» **EXERCISE DETAILS**: Every line of the material must be restated exactly, though not its pictures.
[Start of Attachment]
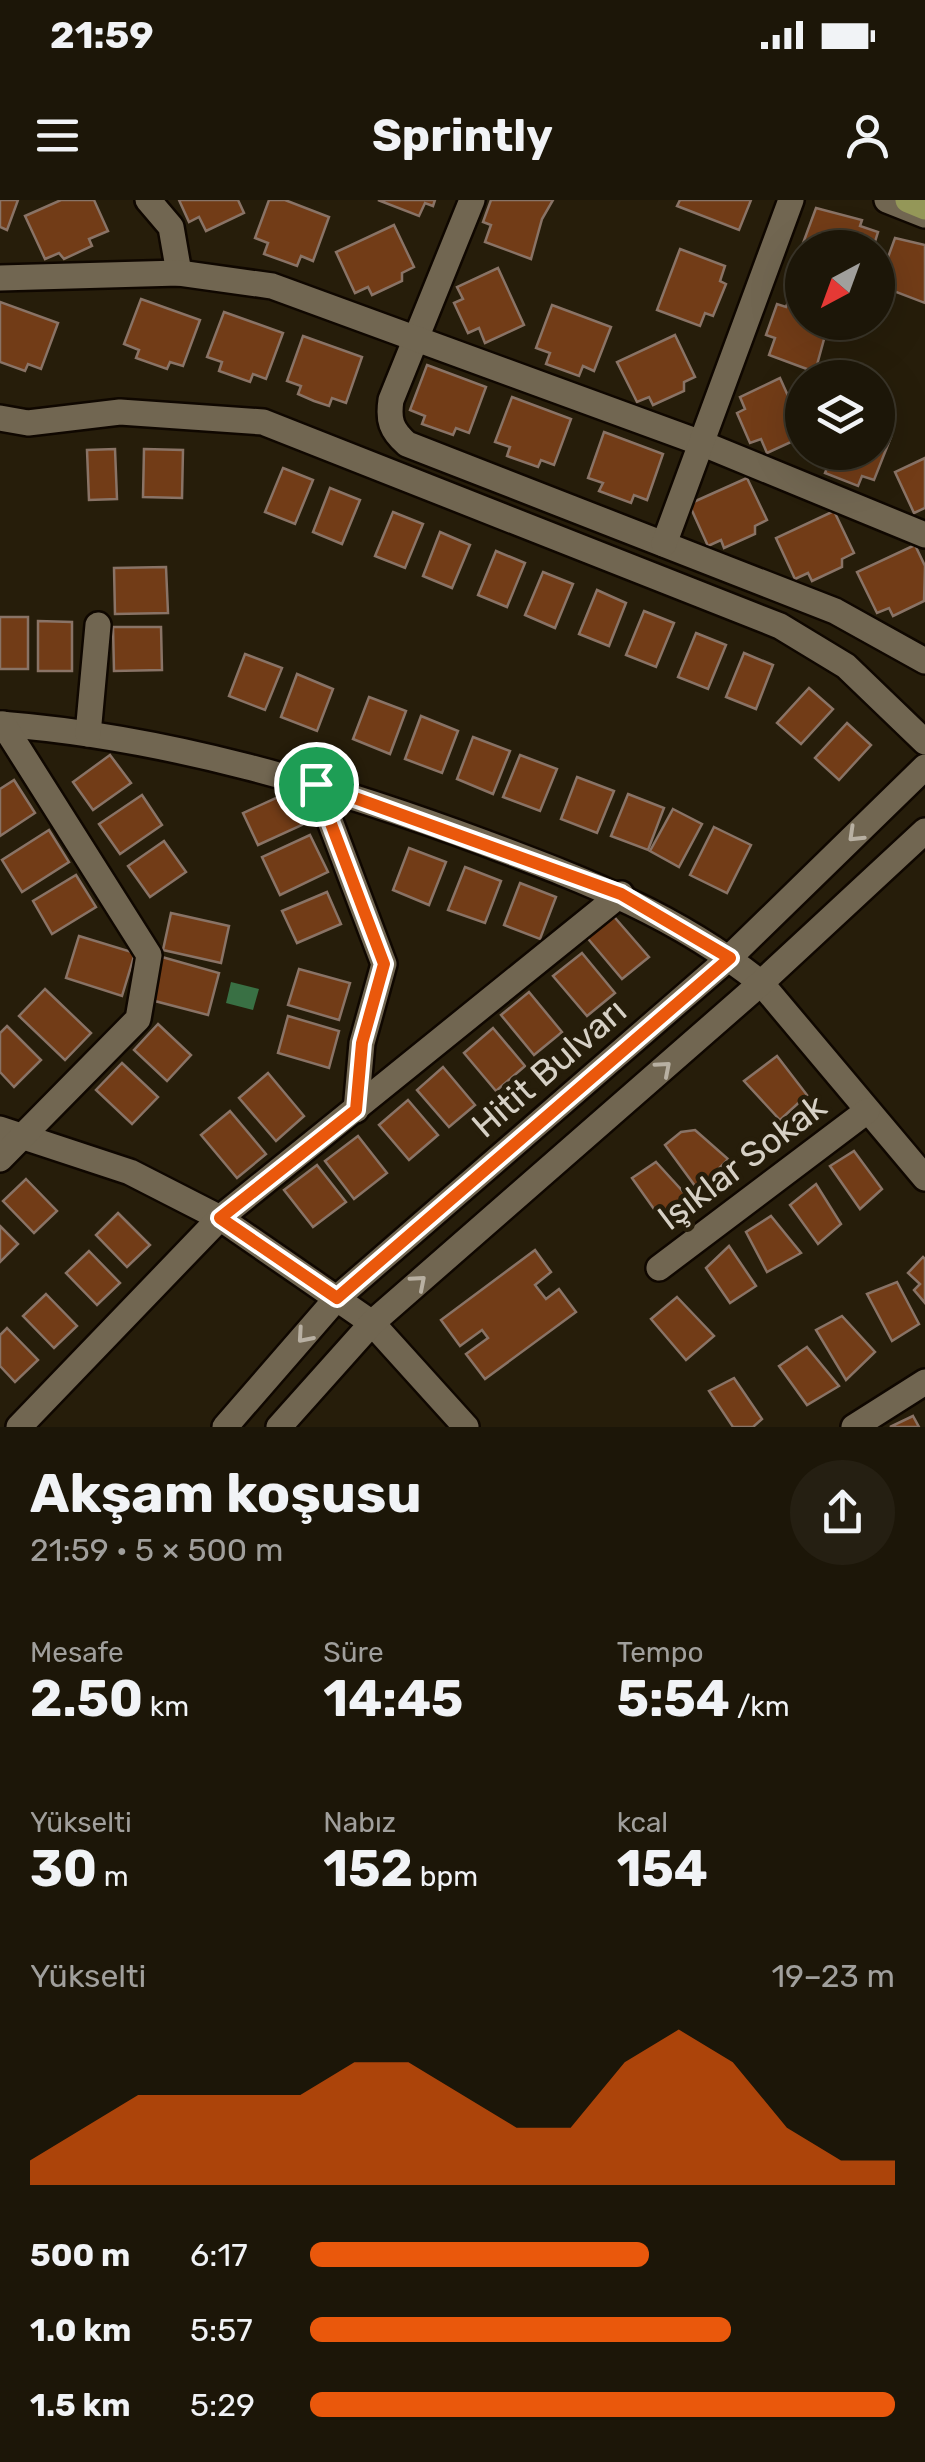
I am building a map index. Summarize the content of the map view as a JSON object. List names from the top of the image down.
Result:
{
  "streets": {
    "street": ["Hitit Bulvarı", "Işıklar Sokak"]
  },
  "north": "bottom left",
  "page": {
    "status": "21:59",
    "header": "Sprintly",
    "heading": ["Akşam koşusu", "21:59 · 5 × 500 m"],
    "stats": [
      ["Mesafe", "2.50 km"],
      ["Süre", "14:45"],
      ["Tempo", "5:54 /km"],
      ["Yükselti", "30 m"],
      ["Nabız", "152 bpm"],
      ["kcal", "154"]
    ],
    "chart": ["Yükselti", "19–23 m"],
    "list": [
      {
        "name": "500 m",
        "note": "6:17"
      },
      {
        "name": "1.0 km",
        "note": "5:57"
      },
      {
        "name": "1.5 km",
        "note": "5:29"
      }
    ]
  }
}
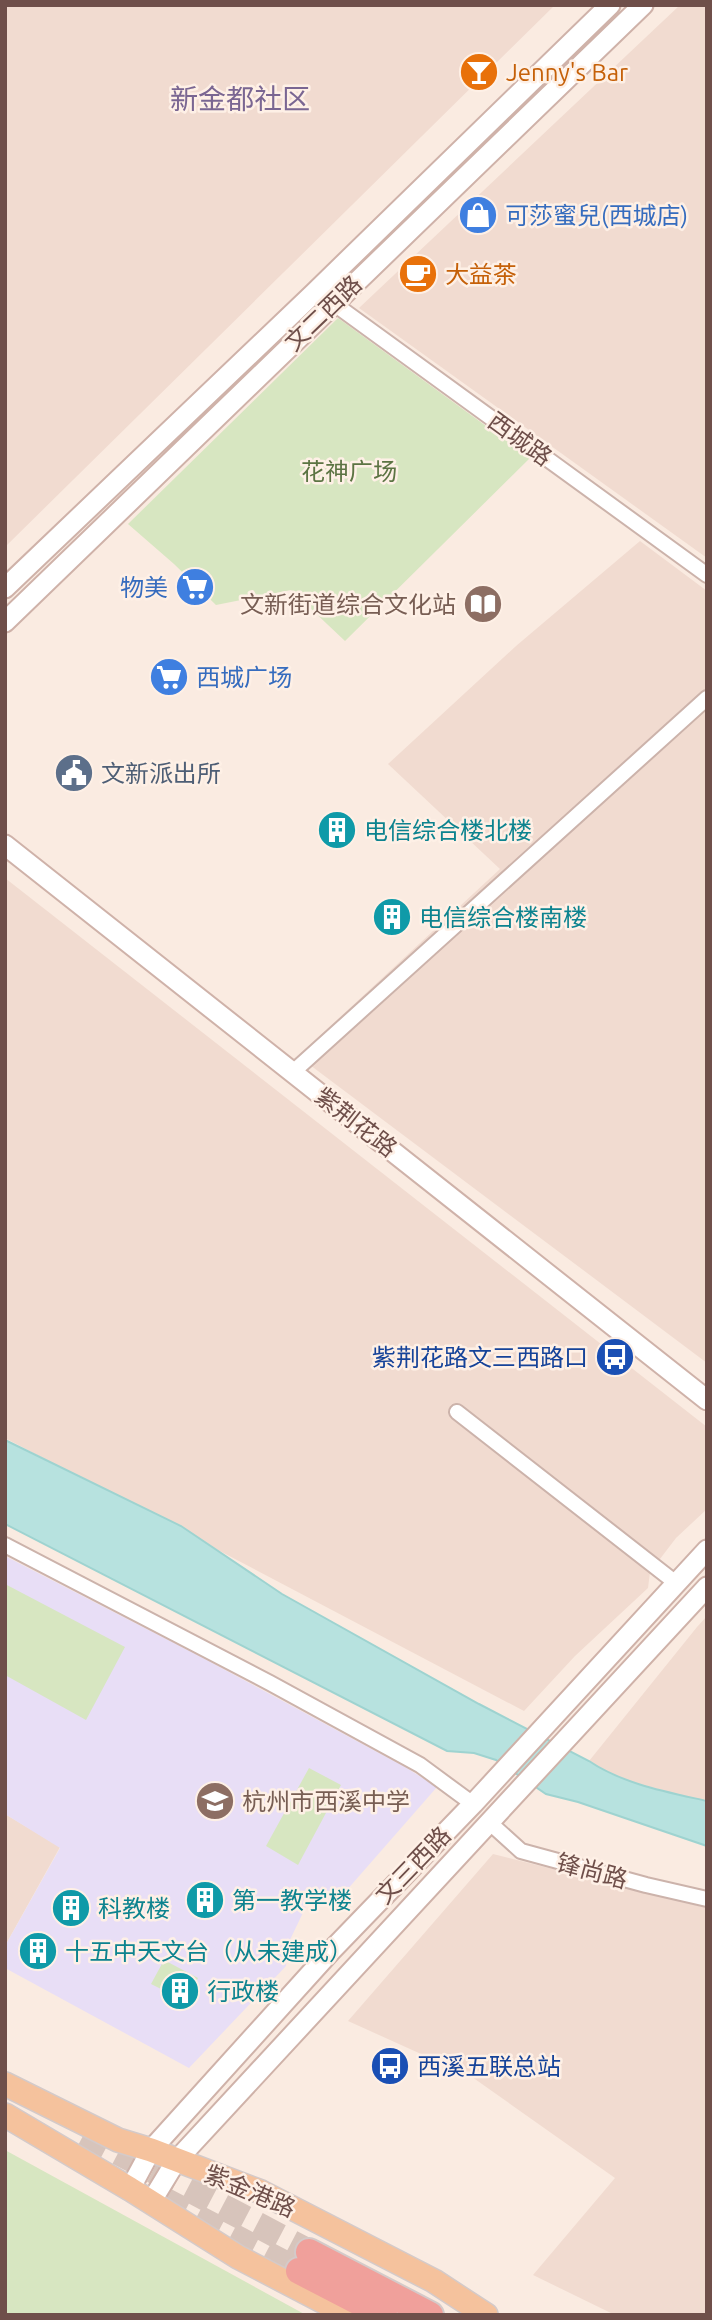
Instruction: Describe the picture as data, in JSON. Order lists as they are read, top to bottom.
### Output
{
  "streets": {
    "main road": [
      "文二西路",
      "紫荆花路",
      "文三西路",
      "紫金港路"
    ],
    "street": ["西城路", "锋尚路"]
  },
  "crossings": [
    ["文二西路", "西城路"],
    ["文三西路", "锋尚路"],
    ["文三西路", "紫金港路"]
  ],
  "districts": ["新金都社区"],
  "parks": ["花神广场"],
  "places": {
    "bar": ["Jenny's Bar"],
    "shop": ["可莎蜜兒(西城店)"],
    "cafe": ["大益茶"],
    "supermarket": ["物美", "西城广场"],
    "library": ["文新街道综合文化站"],
    "public building": ["文新派出所"],
    "building": [
      "电信综合楼北楼",
      "电信综合楼南楼",
      "第一教学楼",
      "科教楼",
      "十五中天文台（从未建成）",
      "行政楼"
    ],
    "bus stop": ["紫荆花路文三西路口", "西溪五联总站"],
    "school or university": ["杭州市西溪中学"]
  }
}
[End of Attachment]
» **SOLUTION**:
I am building a map index. Summarize the content of the map view as a JSON object. List names from the top of the image down.
Result:
{
  "streets": {
    "street": ["Hitit Bulvarı", "Işıklar Sokak"]
  },
  "north": "bottom left",
  "page": {
    "status": "21:59",
    "header": "Sprintly",
    "heading": ["Akşam koşusu", "21:59 · 5 × 500 m"],
    "stats": [
      ["Mesafe", "2.50 km"],
      ["Süre", "14:45"],
      ["Tempo", "5:54 /km"],
      ["Yükselti", "30 m"],
      ["Nabız", "152 bpm"],
      ["kcal", "154"]
    ],
    "chart": ["Yükselti", "19–23 m"],
    "list": [
      {
        "name": "500 m",
        "note": "6:17"
      },
      {
        "name": "1.0 km",
        "note": "5:57"
      },
      {
        "name": "1.5 km",
        "note": "5:29"
      }
    ]
  }
}
Instruction: Describe the picture as data, in JSON. Order lists as they are read, top to bottom.
### Output
{
  "streets": {
    "main road": [
      "文二西路",
      "紫荆花路",
      "文三西路",
      "紫金港路"
    ],
    "street": ["西城路", "锋尚路"]
  },
  "crossings": [
    ["文二西路", "西城路"],
    ["文三西路", "锋尚路"],
    ["文三西路", "紫金港路"]
  ],
  "districts": ["新金都社区"],
  "parks": ["花神广场"],
  "places": {
    "bar": ["Jenny's Bar"],
    "shop": ["可莎蜜兒(西城店)"],
    "cafe": ["大益茶"],
    "supermarket": ["物美", "西城广场"],
    "library": ["文新街道综合文化站"],
    "public building": ["文新派出所"],
    "building": [
      "电信综合楼北楼",
      "电信综合楼南楼",
      "第一教学楼",
      "科教楼",
      "十五中天文台（从未建成）",
      "行政楼"
    ],
    "bus stop": ["紫荆花路文三西路口", "西溪五联总站"],
    "school or university": ["杭州市西溪中学"]
  }
}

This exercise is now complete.